The NCPC staff had recommended that the commission approve the plan, noting that it would enhance security and streamline visitor access and that the three entrances are the main entry points to the zoo.

The vote to defer was 8 to 1, with commission member Geoffrey Griffis the holdout. He said he found “rationale and logic” to the zoo’s plan.

The zoo had proposed an extra 4,347 feet of fence to close gaps in its perimeter and replace vulnerable fencing with fence that could withstand vehicle “ramming” events.

Commission urban planner John Gerbich said in a presentation at the meeting that the Smithsonian believes that “open access to the zoo [is] a safety concern.”

“There have been a series of high-profile security incidents and threats to the safety of visitors, staff and animals,” he said.
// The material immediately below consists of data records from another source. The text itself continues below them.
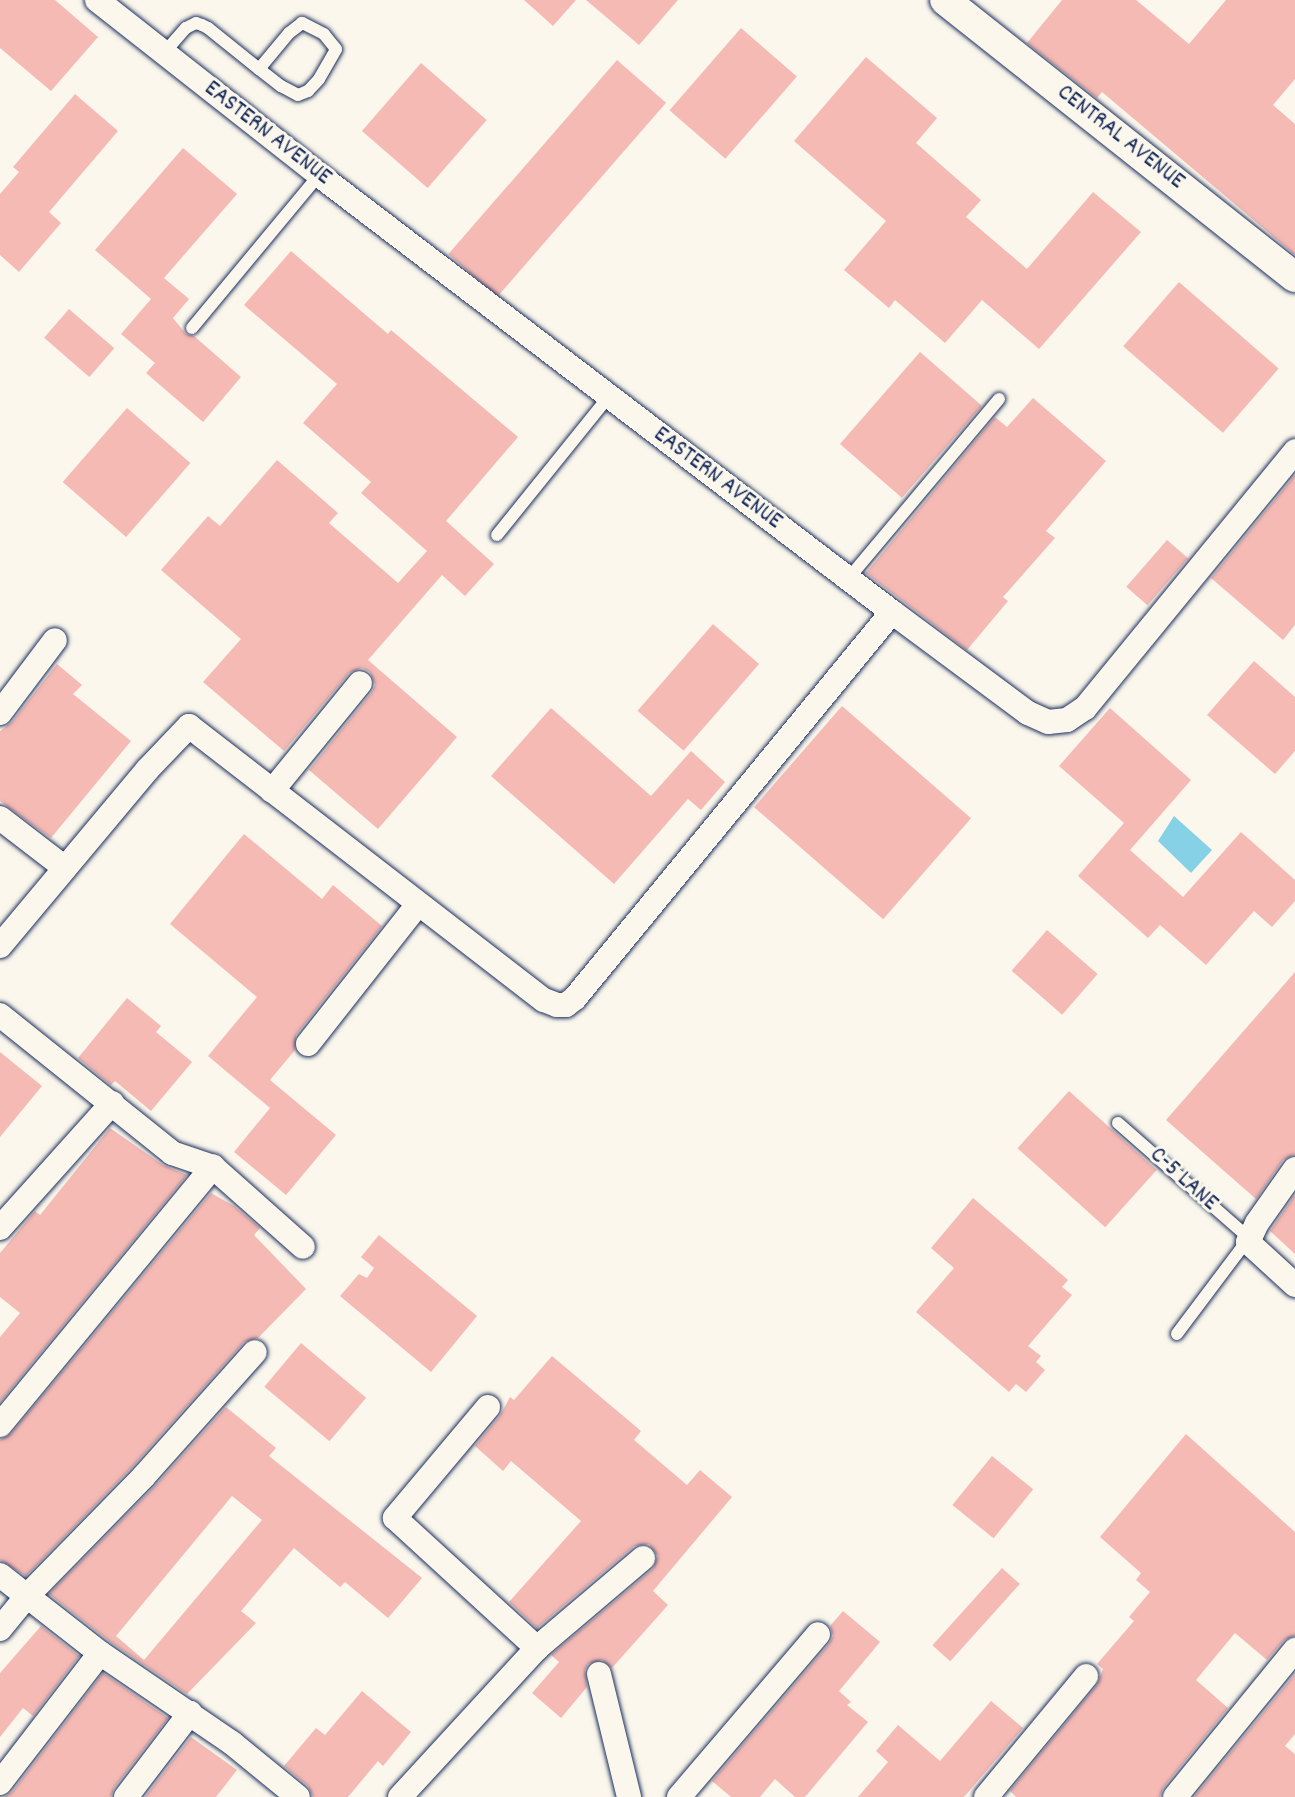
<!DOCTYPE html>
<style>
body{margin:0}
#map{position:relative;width:1295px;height:1797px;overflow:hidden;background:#fbf7ec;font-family:Dekko,sans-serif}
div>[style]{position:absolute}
.water>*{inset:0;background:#86d1e6}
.building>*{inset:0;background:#f6bab5;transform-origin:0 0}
.roads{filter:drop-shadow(0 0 2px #1b2f5e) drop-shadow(0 0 2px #1b2f5e)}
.service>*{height:12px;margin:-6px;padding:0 6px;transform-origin:6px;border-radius:6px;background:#fbf7ec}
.minor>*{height:24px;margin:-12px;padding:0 12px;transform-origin:12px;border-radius:12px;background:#fbf7ec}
.tertiary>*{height:30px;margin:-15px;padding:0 15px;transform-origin:15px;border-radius:15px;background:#fbf7ec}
span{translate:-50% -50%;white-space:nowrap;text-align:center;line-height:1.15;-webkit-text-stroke:6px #fbf7ec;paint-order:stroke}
.street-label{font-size:24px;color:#1b2f5e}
</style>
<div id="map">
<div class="water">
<i style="clip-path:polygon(1174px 816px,1212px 850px,1191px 873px,1158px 841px)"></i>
</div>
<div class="building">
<i style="clip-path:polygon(0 0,55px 0,98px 37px,51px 91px,0 48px)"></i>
<i style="clip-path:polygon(524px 0,576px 0,553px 26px)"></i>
<i style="clip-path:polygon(586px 0,678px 0,639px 45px)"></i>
<i style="clip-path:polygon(1062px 0,1136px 0,1189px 44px,1226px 0,1295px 0,1295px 79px,1273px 105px,1295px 124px,1295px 255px,1102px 92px,1097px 98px,1027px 43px)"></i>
<i style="left:741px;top:28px;width:74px;height:109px;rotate:41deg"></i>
<i style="clip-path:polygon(866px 57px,937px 118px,916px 143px,981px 200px,966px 217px,1027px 269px,1093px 192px,1141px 232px,1039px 349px,982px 300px,945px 343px,895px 300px,889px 308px,844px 270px,886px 221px,794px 141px)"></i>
<i style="left:617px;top:60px;width:65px;height:257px;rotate:41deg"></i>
<i style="left:421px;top:63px;width:87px;height:90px;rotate:41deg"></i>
<i style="clip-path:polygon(75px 94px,118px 131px,49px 212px,61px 223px,19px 272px,0 255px,0 194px,19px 172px,13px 167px)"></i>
<i style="clip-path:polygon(183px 148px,237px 194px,164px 278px,189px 299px,173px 318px,186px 334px,194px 336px,241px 377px,203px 422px,146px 373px,155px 363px,121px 334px,151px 299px,95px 250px)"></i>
<i style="clip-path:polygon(291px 251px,388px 334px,391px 330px,518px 437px,446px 521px,494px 564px,465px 596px,442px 575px,368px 660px,457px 737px,378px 829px,309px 770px,372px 692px,375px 685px,370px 672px,362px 668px,349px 673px,284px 751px,203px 682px,241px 639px,161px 570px,208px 516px,220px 526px,277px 460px,338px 513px,329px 523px,398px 583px,427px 551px,361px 493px,371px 482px,303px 423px,337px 384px,244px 305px)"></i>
<i style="left:1179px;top:282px;width:132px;height:85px;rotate:41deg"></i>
<i style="left:69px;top:309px;width:60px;height:38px;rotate:41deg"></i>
<i style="left:920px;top:352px;width:82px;height:122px;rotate:41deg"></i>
<i style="clip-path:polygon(1033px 398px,1106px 461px,1046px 531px,1055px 538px,1003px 597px,1008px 601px,967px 650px,866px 573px,995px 417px,1007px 427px)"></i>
<i style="left:127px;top:408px;width:84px;height:98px;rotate:41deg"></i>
<i style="clip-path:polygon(1295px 475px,1295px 625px,1283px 640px,1211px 578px)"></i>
<i style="left:1167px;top:540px;width:28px;height:62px;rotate:41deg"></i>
<i style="left:713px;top:624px;width:61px;height:115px;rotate:41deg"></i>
<i style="clip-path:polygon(1254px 661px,1295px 697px,1295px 751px,1275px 774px,1207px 715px)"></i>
<i style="clip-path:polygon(57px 664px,82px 685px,73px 694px,131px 741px,51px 838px,0 801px,0 731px,12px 722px)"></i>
<i style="left:842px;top:706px;width:171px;height:134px;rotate:41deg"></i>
<i style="clip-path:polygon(551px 708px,651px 796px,691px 751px,725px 782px,701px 810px,688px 799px,614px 884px,491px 776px)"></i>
<i style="clip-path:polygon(1110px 708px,1191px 780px,1130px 850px,1183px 897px,1241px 832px,1295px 880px,1295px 901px,1272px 927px,1254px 911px,1206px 965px,1160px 925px,1148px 938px,1078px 876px,1124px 823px,1059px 766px)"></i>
<i style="clip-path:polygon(244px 834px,322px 899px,333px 885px,382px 926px,296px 1035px,295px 1050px,270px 1080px,336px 1135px,286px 1195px,234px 1152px,270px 1108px,208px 1056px,257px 997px,170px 924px)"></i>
<i style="left:1047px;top:930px;width:67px;height:54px;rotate:41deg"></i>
<i style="clip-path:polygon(1295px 972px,1295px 1154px,1283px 1160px,1256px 1199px,1166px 1120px)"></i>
<i style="clip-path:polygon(127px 998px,161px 1026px,156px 1032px,192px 1062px,151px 1111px,115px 1081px,111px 1085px,78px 1058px)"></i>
<i style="clip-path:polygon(0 1052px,42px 1086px,0 1137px)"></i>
<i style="left:1069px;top:1091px;width:118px;height:77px;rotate:42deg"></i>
<i style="clip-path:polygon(110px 1128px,163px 1165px,187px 1175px,0 1402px,0 1337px,20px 1313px,0 1297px,0 1253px,35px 1211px,40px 1215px)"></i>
<i style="clip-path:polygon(211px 1193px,234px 1206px,260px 1228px,254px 1235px,306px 1289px,258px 1338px,244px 1342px,133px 1466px,26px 1576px,0 1560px,0 1440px,11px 1434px)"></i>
<i style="clip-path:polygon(1295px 1195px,1295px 1254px,1270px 1231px)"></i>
<i style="clip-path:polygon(973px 1198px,1068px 1280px,1062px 1287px,1072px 1295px,1028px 1346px,1041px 1356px,1036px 1362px,1045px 1370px,1026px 1392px,1016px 1384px,1009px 1392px,916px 1312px,954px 1268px,931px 1248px)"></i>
<i style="clip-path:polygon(379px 1235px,477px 1316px,431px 1372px,340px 1296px,359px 1274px,367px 1278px,374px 1268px,361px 1257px)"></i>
<i style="left:301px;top:1343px;width:85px;height:57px;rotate:40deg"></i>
<i style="clip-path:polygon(552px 1356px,641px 1431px,634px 1440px,687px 1485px,700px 1470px,732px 1497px,653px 1591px,668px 1605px,612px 1668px,602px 1660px,588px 1664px,585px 1670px,587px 1687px,561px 1718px,532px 1693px,559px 1662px,551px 1655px,653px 1569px,658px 1556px,649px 1544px,634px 1546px,537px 1628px,509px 1602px,581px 1521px,511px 1461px,503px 1471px,475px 1446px,499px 1417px,510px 1397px,514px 1400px)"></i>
<i style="clip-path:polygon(evenodd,226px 1407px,276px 1448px,269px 1456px,422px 1578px,388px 1618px,345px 1582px,340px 1587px,294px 1548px,241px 1611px,256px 1623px,187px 1694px,109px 1641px,49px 1594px,155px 1486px,226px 1407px,232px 1496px,262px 1520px,144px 1660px,116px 1636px,232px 1496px)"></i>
<i style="clip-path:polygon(1186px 1434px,1295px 1532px,1295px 1635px,1284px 1640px,1267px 1660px,1235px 1633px,1196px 1680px,1228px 1708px,1163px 1788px,1160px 1797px,1016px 1797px,1010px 1791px,1097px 1685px,1103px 1669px,1097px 1664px,1134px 1621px,1129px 1617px,1150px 1592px,1136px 1580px,1141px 1573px,1100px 1537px)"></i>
<i style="left:992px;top:1456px;width:53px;height:63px;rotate:39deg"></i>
<i style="left:1002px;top:1568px;width:24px;height:104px;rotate:42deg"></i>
<i style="clip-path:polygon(843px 1611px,880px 1642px,839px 1691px,851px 1702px,847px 1705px,868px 1722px,805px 1797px,795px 1797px,775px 1779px,760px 1797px,731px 1797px,712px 1781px,829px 1644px,833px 1636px,830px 1626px)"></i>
<i style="clip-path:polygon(41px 1626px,79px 1656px,33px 1716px,23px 1708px,0 1737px,0 1673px)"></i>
<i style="clip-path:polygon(103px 1673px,168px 1718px,114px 1788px,111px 1797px,4px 1797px,12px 1792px)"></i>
<i style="clip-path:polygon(1295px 1674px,1295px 1734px,1285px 1746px,1295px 1754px,1295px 1797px,1194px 1797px)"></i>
<i style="clip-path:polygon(362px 1691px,411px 1732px,383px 1766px,378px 1761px,348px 1797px,313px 1797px,308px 1786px,284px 1766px,316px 1728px,325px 1735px)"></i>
<i style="clip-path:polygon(991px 1701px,1023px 1728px,964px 1797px,858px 1797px,888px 1762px,876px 1751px,898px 1725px,940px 1761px)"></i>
<i style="clip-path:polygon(191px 1737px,237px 1770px,216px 1797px,145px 1797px)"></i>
</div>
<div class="roads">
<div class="service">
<i style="left:164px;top:53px;width:33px;rotate:-49deg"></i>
<i style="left:186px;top:28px;width:11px;rotate:-27deg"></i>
<i style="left:196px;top:23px;width:6px;rotate:18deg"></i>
<i style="left:202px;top:25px;width:7px;rotate:27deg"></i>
<i style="left:208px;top:28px;width:65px;rotate:38.8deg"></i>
<i style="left:259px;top:69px;width:28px;rotate:38deg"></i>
<i style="left:281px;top:86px;width:19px;rotate:28deg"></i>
<i style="left:298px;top:95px;width:11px;rotate:-22deg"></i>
<i style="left:308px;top:91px;width:16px;rotate:-47deg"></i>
<i style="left:319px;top:79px;width:34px;rotate:-60deg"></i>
<i style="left:336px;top:49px;width:19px;rotate:-129deg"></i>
<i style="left:324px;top:34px;width:25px;rotate:-153deg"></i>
<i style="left:302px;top:23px;width:16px;rotate:142deg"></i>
<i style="left:289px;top:33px;width:47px;rotate:129.8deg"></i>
<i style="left:192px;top:328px;width:199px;rotate:-50.3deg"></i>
<i style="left:497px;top:535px;width:179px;rotate:-51.1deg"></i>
<i style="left:848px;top:579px;width:235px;rotate:-50deg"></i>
<i style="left:1118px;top:1123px;width:174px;rotate:41.3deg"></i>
<i style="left:1249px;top:1238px;width:120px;rotate:126.9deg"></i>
</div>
<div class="minor">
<i style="left:97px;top:0;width:283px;rotate:38.2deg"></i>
<i style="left:319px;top:175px;width:721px;rotate:37.33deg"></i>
<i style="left:892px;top:612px;width:169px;rotate:36.6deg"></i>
<i style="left:1028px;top:713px;width:22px;rotate:24deg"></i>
<i style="left:1048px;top:722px;width:19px;rotate:-6deg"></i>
<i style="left:1067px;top:720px;width:22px;rotate:-34deg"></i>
<i style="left:1085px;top:708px;width:332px;rotate:-50.7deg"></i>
<i style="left:0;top:713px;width:91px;rotate:-53deg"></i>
<i style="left:272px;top:791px;width:139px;rotate:-50.8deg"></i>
<i style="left:0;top:818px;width:82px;rotate:37.6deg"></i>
<i style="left:0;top:946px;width:229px;rotate:-50.1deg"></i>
<i style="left:147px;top:770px;width:61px;rotate:-46.3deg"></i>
<i style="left:189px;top:726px;width:448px;rotate:37.7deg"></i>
<i style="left:544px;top:1000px;width:14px;rotate:21deg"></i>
<i style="left:557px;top:1005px;width:9px"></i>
<i style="left:566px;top:1005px;width:11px;rotate:-38deg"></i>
<i style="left:575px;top:998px;width:499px;rotate:-50.6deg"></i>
<i style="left:0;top:1015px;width:221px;rotate:38.7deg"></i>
<i style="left:172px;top:1153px;width:43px;rotate:18.9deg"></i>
<i style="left:213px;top:1167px;width:120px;rotate:41.6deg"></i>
<i style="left:308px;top:1044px;width:178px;rotate:-51.8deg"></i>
<i style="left:1295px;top:1169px;width:66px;rotate:125.1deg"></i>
<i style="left:1257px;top:1223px;width:21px;rotate:115deg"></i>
<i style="left:1248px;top:1242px;width:64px;rotate:42.5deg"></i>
<i style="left:0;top:1228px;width:168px;rotate:-48.1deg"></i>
<i style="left:488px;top:1407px;width:145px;rotate:130deg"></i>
<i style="left:395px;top:1518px;width:193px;rotate:42.5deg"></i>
<i style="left:537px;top:1648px;width:139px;rotate:-40.3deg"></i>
<i style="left:0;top:1425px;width:335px;rotate:-50.5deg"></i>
<i style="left:0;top:1575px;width:34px;rotate:38deg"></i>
<i style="left:27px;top:1596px;width:168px;rotate:-45.7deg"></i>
<i style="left:144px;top:1476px;width:166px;rotate:-48.2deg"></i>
<i style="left:0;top:1629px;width:43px;rotate:-50.7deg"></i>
<i style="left:27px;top:1596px;width:93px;rotate:38deg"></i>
<i style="left:100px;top:1653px;width:160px;rotate:34.3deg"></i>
<i style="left:232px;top:1743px;width:85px;rotate:39.3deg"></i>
<i style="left:599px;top:1674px;width:127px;rotate:76.3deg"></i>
<i style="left:0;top:1783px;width:164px;rotate:-52.4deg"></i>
<i style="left:126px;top:1797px;width:106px;rotate:-52.7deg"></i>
<i style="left:400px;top:1797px;width:202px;rotate:-47.4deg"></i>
<i style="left:679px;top:1797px;width:214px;rotate:-49.5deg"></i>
<i style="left:986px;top:1797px;width:157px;rotate:-50.4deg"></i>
<i style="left:1175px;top:1797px;width:190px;rotate:-50.8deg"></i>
</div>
<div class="tertiary">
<i style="left:945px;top:0;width:446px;rotate:38.4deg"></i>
</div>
</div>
<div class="street-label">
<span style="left:267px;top:134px;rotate:38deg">EASTERN AVENUE</span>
<span style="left:1120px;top:138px;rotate:38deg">CENTRAL AVENUE</span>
<span style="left:717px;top:479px;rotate:37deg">EASTERN AVENUE</span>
<span style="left:1183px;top:1180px;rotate:42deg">C-5 LANE</span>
</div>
</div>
The project was reviewed and approved by the U.S. Commission of Fine Arts on June 21, with some suggestions about fence types and styles.

But protests erupted after word of the proposal began circulating publicly last week.

Critics argued that it would cut off the zoo from the city and the surrounding Woodley Park and Cleveland Park neighborhoods.

“The Zoo grounds currently convey a sense of open parkland,” one protester emailed the commission last week. “The property is seamlessly embedded within Rock Creek Park . . . [and] these security fences send precisely the wrong message, that a visit to the Zoo is about danger, security, and exclusion.”

Another wrote the commission: “Please do not wall off our national zoo from the community.”

David Alpert, founder of the website Greater Greater Washington, said at the meeting that the fence and other developments “set the zoo on a trend to withdrawal.”

The commission said three types of fence were proposed — eight-foot black metal ornamental pedestrian fencing, eight-foot black metal ornamental vehicle-rated fencing, and twelve-foot black vinyl-coated chain-link fencing.

The commission said the fencing should not affect archaeological sites, and an “engineering field study will be conducted” to make sure it can be installed with minimal impact to trees and vegetation.

The fencing would cost $1.5 million, said Al Horvath, chief operating officer at the Smithsonian.

The zoo also wants to install permanent checkpoints that could be staffed during high visitation and threat periods, but that idea has not yet been submitted to the NCPC for review, the zoo said.

Commission Vice Chairman Thomas M. Gallas said the commission has received “hundreds” of public comments on the issue.

David Epstein, who testified at the meeting, said that zoogoers were a benign melting pot and that violence was rare.

Saying there seemed little need for the extra fence, he said that “great evidence is required for great intervention.”

Commission member Peter May thought the project had become so complicated that it might need a pause for more deliberation.

“This kind of calls for it,” he said.

Commission member Mina Wright also suggested “that we defer,” because of the public “discomfort” and lack of full detail.

The commission asked that the Smithsonian provide a briefing on the threats that prompted the plan, and to conduct outreach to the public. It will take up the request in September.